To better understand mechanisms that limit rAAV transduction in the lung, we have evaluated several unique features of rAAV infection in polarized primary airway epithelial cultures. rAAV was found to transduce the basolateral surface of airway epithelia 200-fold more efficiently than the apical membrane. These differences in membrane infection correlated with the abundance of apical heparan sulfate proteoglycan (AAV-2 receptor) and virus binding. UV irradiation augmented rAAV transduction greater than 20-fold, only when virus was applied to the apical membrane.
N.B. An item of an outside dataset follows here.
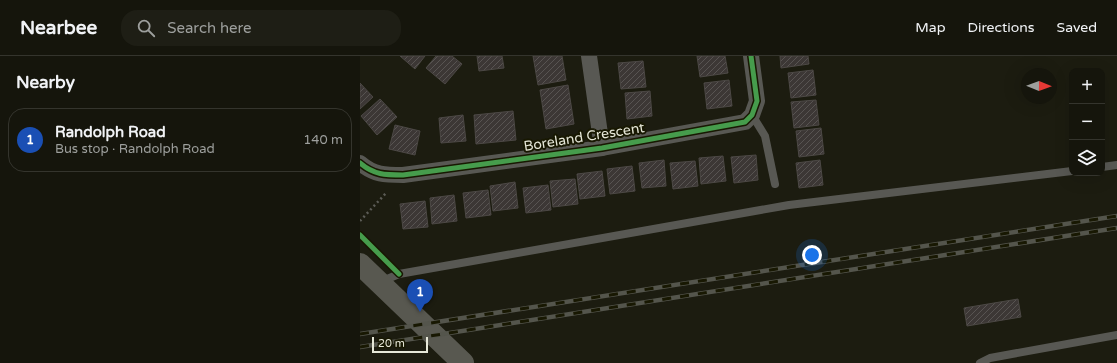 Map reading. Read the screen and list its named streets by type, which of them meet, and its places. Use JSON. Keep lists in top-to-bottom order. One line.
{"streets":{"street":["Boreland Crescent"]},"scale_bar":"20 m","north":"right","page":{"header":"Nearbee","search":"Search here","nav":["Map","Directions","Saved"],"heading":"Nearby","map_buttons":["+","−"],"list":[{"mark":"1","name":"Randolph Road","note":"Bus stop · Randolph Road","value":"140 m"}],"pins":"1","scale":"20 m"}}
Ultrastructural analysis of UV-irradiated primary cultures demonstrated significant changes in microvilli architecture following exposure to 25 J/m² UV. Although virus binding and the abundance of heparan sulfate proteoglycan were not increased at the apical membrane following UV irradiation, increased receptor-independent endocytosis of fluorescent beads was seen at the apical membrane following UV irradiation. We hypothesize that endocytotic processes associated with apical membrane-specific pathways of viral entry, and/or processing of virus to the nucleus, may be altered following UV irradiation. Interestingly, UV irradiation had an inhibitory effect on rAAV transduction from the basolateral membrane, which correlated with a decrease in the abundance of heparan sulfate proteoglycan at the basal membrane. In summary, these findings suggest that independent pathways of viral transduction may occur in the apical and basolateral compartments of polarized airway epithelia.

Overview summary

Recombinant adenoassociated virus (rAAV) has been suggested as a potentially useful vector for gene therapy of cystic fibrosis. However, current application of this vector for gene therapy in the airway is limited by its low transduction efficiency in this tissue. A better understanding of the mechanism(s) responsible for this low efficiency will potentially lead to improved methods for rAAV gene delivery in the treatment of cystic fibrosis lung disease. In this article, we demonstrate a significant polarity of rAAV infection in differentiated airway epithelial cells, with transduction from the basolateral surface much greater than that from the apical surface. Polarized localization of the heparan sulfate proteoglycan AAV-2 receptor to the basal surfaces of differentiated airway epithelia appears, at least in part, to be responsible for this observed polarity of infection. However, UV irradiation preferentially induced rAAV transduction from the apical, but not the basolateral, side of epithelia, suggesting that additional rate-limiting steps distal to receptor binding may also exist. UV-associated alterations in the apical membrane cytoskeleton and increased receptor-independent apical membrane endocytosis suggest that UV irradiation may induce apical infection by augmenting endosomal processing of rAAV. These studies suggest that at least two independent mechanisms are responsible for limiting the efficiency of rAAV transduction in polarized airway epithelial cells.